When Sidney Greenstreet put on the straw hat and egomaniac expressions of Evan Llewelyn Evans, he made the picture. Without him, it might have been just another; with him it turns into two-check entertainment.
Looking very well and playing the whole business straight is Gable, with Ava Gardner vibrating with lost of promise all the way through. That worn-out and worn-down advertising
executive is Adolphe Menjou who shouts his “Check” to Mr. Evans with just the right degree of hopeful subservience.
All the facts of the film stick closely to the facts of the novel in most instances; it will probably sell itself to you with ease.
Quote-able Gable
“How are you, Frank?” first line
“I want to remind myself that
money is only money. It’s a thought that will make me sincere about not needing a job.”
“I want a very sincere necktie!”
“I’m not married. Not the type.”
“I get paid for my opinion!”
“Why don’t you take the rest of the day off? Get a massage, get drunk!”
“I’m just as insensitive as they come.”
“Women always seem to trust a man who smokes a pipe. If I had a dog, I would try to smell a little doggy.”

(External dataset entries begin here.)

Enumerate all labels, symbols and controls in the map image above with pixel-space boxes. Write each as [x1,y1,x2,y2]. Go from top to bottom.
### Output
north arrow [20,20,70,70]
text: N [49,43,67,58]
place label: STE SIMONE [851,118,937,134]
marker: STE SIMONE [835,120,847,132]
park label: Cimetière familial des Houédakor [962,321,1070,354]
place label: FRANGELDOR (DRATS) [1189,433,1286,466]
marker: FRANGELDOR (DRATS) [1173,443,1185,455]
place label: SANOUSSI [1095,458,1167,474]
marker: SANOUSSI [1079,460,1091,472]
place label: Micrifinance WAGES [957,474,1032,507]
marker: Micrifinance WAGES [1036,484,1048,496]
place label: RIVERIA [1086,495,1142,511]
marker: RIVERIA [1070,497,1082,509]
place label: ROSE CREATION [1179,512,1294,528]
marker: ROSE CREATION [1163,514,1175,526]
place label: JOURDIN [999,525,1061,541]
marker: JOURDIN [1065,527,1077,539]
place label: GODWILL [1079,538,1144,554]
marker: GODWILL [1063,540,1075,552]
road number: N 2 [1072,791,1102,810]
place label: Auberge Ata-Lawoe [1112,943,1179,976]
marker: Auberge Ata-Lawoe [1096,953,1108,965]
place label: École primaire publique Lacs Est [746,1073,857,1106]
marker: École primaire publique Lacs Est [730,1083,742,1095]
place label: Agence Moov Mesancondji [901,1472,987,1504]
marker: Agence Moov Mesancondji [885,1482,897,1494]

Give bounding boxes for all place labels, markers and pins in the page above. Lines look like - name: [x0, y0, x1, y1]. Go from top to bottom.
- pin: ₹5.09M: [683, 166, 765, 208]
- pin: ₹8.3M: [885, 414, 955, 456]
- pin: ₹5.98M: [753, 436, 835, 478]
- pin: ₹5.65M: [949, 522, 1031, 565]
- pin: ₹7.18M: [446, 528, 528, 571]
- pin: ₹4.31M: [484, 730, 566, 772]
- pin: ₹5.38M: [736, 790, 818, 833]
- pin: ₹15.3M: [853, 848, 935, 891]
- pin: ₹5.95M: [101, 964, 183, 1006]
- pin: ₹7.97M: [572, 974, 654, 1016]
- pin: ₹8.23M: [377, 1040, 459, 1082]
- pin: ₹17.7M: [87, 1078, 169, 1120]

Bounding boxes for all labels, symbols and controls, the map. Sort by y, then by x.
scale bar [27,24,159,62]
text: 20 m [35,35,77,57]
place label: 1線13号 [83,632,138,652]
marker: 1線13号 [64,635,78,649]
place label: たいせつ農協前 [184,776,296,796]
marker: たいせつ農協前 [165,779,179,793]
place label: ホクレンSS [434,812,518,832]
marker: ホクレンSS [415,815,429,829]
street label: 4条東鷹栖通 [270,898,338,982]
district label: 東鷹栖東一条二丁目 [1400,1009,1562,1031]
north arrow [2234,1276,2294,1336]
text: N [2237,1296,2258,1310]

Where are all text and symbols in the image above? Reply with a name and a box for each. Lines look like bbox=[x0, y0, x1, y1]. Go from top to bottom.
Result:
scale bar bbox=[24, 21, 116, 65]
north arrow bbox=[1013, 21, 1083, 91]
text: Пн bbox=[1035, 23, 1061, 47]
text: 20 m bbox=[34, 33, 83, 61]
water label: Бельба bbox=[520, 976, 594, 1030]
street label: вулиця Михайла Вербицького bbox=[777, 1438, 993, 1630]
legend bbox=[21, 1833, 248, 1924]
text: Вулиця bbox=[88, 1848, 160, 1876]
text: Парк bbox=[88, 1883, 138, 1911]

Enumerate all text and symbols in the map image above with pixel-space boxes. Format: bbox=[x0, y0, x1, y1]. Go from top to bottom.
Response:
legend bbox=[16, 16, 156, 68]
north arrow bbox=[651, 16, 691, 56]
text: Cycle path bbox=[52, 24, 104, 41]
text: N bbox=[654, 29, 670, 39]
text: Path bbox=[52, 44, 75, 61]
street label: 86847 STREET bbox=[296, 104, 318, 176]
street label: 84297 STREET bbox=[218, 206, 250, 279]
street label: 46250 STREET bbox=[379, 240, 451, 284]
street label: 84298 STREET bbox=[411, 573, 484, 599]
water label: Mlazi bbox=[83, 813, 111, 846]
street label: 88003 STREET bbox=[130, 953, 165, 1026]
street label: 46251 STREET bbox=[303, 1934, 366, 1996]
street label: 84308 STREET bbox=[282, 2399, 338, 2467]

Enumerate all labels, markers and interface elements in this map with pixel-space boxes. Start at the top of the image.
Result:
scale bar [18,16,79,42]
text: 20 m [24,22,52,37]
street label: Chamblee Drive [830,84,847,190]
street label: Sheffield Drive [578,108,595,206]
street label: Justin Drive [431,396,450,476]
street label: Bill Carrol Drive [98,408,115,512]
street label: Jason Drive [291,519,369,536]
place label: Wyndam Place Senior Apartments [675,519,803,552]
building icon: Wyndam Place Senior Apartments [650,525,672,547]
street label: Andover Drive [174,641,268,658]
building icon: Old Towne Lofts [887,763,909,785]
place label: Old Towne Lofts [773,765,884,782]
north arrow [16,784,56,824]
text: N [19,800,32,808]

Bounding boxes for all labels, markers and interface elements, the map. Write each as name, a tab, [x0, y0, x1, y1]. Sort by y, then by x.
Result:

“A huckster is a peddler. You know, a hawker. We’re professional hucksters but with station wagons instead of push carts.”
“I haven’t had much experience with honest people and I’m not sure I like them. How can you tell what they’re going to do next?”
“Have you gotten prettier since I last saw you?”
“Unfortunately what the public wants has nothing to do with radio. It’s what the sponsor wants that counts.”
“Everybody was a nobody once!”
“Now we’re starting with an even nothing in the world—it’s neater that way.” last line
Behind the Scenes
The book upon which the screenplay was based had Kerr’s character as being married and having an affair with Gable’s character. The script was changed to make her a widow and a more sympathetic character.